-- Records supplied follows --

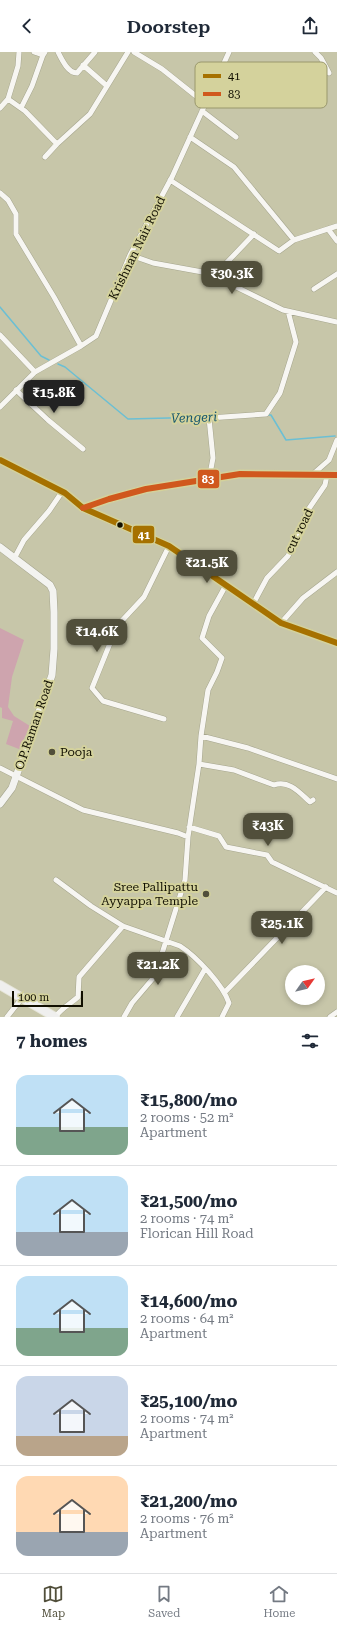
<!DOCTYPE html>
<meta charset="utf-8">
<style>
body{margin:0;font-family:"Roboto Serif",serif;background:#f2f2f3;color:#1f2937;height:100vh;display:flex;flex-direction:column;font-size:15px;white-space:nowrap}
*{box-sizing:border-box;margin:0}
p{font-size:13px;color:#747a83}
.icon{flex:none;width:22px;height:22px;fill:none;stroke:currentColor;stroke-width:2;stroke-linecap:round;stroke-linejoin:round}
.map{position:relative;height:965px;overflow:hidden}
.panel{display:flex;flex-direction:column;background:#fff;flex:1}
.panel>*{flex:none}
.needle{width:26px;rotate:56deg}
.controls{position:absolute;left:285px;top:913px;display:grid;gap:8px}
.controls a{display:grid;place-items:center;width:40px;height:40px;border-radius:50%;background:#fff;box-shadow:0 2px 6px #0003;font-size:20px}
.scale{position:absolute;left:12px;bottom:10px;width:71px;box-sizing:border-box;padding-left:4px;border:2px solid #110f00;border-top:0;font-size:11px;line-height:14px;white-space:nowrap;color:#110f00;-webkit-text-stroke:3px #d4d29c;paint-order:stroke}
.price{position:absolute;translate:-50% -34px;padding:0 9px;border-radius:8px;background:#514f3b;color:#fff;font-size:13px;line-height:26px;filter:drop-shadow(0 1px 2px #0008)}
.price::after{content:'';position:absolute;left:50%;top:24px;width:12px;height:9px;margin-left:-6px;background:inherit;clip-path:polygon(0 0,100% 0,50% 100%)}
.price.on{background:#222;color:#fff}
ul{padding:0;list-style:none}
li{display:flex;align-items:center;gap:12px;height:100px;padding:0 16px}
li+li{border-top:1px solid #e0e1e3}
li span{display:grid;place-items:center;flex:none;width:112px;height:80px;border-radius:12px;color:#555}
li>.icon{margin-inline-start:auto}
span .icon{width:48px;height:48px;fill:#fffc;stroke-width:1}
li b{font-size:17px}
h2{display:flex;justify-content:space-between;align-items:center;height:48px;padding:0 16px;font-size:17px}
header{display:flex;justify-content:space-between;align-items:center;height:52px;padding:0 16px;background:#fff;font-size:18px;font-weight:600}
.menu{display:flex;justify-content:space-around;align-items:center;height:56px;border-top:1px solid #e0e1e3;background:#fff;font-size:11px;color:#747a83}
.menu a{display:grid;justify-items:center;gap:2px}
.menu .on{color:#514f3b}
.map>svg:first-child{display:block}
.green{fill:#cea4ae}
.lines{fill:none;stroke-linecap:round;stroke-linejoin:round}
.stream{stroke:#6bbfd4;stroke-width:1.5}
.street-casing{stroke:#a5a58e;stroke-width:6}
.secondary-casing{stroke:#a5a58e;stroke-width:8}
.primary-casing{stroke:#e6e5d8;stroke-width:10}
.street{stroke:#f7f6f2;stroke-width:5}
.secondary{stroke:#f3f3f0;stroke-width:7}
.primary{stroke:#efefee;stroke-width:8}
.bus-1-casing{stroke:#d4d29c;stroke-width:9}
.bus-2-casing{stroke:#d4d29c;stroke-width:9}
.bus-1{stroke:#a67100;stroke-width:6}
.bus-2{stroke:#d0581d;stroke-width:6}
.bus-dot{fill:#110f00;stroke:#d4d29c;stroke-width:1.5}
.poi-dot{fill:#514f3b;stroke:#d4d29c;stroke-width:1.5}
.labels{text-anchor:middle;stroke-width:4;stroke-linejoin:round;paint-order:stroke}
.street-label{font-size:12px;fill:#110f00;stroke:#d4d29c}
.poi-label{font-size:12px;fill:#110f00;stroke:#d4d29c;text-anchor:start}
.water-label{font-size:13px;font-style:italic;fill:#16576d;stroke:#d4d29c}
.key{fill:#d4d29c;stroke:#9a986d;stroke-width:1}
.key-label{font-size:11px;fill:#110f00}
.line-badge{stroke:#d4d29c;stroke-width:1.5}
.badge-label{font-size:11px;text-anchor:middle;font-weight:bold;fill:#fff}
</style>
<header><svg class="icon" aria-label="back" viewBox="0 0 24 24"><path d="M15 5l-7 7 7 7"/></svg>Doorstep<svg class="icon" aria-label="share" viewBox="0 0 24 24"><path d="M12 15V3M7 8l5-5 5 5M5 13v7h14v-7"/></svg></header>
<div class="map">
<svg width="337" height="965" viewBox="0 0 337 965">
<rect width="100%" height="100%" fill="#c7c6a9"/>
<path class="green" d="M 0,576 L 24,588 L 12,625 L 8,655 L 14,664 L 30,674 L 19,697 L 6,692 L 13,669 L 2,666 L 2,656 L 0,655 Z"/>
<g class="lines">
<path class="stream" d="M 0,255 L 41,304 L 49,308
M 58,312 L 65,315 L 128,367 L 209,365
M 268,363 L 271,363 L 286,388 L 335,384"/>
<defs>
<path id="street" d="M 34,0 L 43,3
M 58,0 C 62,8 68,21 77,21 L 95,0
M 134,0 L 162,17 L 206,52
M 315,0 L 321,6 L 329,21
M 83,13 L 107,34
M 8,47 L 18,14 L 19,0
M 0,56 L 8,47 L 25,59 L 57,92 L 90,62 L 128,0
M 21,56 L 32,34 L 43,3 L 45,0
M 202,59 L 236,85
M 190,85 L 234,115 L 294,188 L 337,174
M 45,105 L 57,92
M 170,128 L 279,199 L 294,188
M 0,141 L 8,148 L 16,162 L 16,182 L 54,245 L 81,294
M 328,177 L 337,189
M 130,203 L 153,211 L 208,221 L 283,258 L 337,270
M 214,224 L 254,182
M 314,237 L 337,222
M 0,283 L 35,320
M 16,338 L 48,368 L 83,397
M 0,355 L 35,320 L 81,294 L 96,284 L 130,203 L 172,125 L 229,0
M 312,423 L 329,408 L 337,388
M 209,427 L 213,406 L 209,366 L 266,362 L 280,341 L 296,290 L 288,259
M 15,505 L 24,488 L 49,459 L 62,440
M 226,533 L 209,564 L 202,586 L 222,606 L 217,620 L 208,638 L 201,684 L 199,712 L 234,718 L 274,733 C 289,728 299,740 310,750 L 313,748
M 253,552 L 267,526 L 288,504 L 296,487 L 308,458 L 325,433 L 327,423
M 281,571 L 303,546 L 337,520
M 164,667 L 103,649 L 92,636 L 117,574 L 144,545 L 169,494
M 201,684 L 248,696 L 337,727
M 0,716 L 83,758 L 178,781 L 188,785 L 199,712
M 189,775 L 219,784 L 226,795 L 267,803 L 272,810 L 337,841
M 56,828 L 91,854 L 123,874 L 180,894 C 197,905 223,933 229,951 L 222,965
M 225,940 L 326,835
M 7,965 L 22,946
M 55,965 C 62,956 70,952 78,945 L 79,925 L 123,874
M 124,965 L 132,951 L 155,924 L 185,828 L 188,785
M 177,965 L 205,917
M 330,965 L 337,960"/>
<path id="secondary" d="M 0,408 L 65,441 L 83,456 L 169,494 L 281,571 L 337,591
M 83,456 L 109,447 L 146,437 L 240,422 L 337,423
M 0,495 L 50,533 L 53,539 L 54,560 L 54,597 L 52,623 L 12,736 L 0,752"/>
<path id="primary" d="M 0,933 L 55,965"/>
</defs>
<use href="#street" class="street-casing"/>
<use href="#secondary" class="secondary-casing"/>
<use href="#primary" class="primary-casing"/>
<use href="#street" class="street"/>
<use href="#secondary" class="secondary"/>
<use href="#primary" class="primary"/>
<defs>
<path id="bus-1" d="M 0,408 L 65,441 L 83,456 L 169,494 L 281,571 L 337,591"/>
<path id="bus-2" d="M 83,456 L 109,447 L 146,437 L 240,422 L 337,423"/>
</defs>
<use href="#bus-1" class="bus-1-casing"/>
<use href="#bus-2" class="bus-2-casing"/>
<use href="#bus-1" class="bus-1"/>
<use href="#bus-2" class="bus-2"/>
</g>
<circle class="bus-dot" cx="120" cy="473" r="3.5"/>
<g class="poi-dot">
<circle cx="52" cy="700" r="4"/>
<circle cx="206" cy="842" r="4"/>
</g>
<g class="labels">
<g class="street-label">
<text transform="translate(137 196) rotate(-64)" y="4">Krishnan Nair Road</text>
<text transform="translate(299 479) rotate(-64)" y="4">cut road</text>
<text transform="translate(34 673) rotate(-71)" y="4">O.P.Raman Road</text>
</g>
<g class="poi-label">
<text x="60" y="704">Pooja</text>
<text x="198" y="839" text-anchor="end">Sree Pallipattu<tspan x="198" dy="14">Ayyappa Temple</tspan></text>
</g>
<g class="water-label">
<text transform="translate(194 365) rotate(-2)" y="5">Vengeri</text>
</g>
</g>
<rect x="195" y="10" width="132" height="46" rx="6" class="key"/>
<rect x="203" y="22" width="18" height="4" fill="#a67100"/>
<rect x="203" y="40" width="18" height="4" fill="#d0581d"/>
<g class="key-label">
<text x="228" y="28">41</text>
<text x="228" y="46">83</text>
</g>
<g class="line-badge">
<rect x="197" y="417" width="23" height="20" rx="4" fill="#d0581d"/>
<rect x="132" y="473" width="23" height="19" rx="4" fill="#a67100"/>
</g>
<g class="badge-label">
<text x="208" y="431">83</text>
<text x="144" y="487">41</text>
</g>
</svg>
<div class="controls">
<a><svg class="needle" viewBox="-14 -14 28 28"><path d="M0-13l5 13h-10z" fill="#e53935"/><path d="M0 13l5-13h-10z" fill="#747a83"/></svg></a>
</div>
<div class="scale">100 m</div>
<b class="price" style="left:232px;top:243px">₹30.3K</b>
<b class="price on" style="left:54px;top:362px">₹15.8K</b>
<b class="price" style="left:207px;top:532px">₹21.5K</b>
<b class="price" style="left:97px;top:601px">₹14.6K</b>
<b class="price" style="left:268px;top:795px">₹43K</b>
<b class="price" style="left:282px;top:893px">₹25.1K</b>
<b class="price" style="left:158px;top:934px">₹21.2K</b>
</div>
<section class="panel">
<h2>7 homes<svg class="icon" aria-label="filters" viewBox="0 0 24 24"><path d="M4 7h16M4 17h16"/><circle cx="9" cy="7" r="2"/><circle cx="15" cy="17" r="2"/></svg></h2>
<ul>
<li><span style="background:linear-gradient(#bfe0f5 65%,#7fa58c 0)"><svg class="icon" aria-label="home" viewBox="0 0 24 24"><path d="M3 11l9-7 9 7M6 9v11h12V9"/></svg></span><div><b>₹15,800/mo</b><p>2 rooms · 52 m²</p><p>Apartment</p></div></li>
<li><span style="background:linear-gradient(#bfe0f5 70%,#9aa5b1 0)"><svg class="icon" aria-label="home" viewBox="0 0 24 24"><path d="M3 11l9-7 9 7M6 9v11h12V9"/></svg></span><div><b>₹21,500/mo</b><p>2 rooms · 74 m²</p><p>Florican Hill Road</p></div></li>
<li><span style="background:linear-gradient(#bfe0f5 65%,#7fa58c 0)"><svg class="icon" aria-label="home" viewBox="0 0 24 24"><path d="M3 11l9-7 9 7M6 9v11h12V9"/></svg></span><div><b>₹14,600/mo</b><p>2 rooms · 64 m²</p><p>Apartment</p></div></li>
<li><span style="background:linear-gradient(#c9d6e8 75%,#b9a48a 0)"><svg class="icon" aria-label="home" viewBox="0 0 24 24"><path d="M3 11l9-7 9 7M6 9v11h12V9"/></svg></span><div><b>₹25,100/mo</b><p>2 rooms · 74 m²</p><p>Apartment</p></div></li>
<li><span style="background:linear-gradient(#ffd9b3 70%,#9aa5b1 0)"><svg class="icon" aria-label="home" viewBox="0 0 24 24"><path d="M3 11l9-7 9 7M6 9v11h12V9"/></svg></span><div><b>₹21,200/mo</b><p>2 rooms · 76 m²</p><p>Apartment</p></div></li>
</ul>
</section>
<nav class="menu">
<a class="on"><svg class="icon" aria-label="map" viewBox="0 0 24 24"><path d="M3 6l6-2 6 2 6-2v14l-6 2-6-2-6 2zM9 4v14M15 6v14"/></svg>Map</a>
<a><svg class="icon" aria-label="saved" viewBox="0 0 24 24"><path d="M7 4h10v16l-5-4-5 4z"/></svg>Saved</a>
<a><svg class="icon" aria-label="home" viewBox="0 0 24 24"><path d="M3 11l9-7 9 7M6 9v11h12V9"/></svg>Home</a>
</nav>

-- Records supplied concluded --

▶ **Requirement**
Look through the material above for the word "shadow" and copy every line that has it.

▶ **Written answer**
.controls a{display:grid;place-items:center;width:40px;height:40px;border-radius:50%;background:#fff;box-shadow:0 2px 6px #0003;font-size:20px}
.price{position:absolute;translate:-50% -34px;padding:0 9px;border-radius:8px;background:#514f3b;color:#fff;font-size:13px;line-height:26px;filter:drop-shadow(0 1px 2px #0008)}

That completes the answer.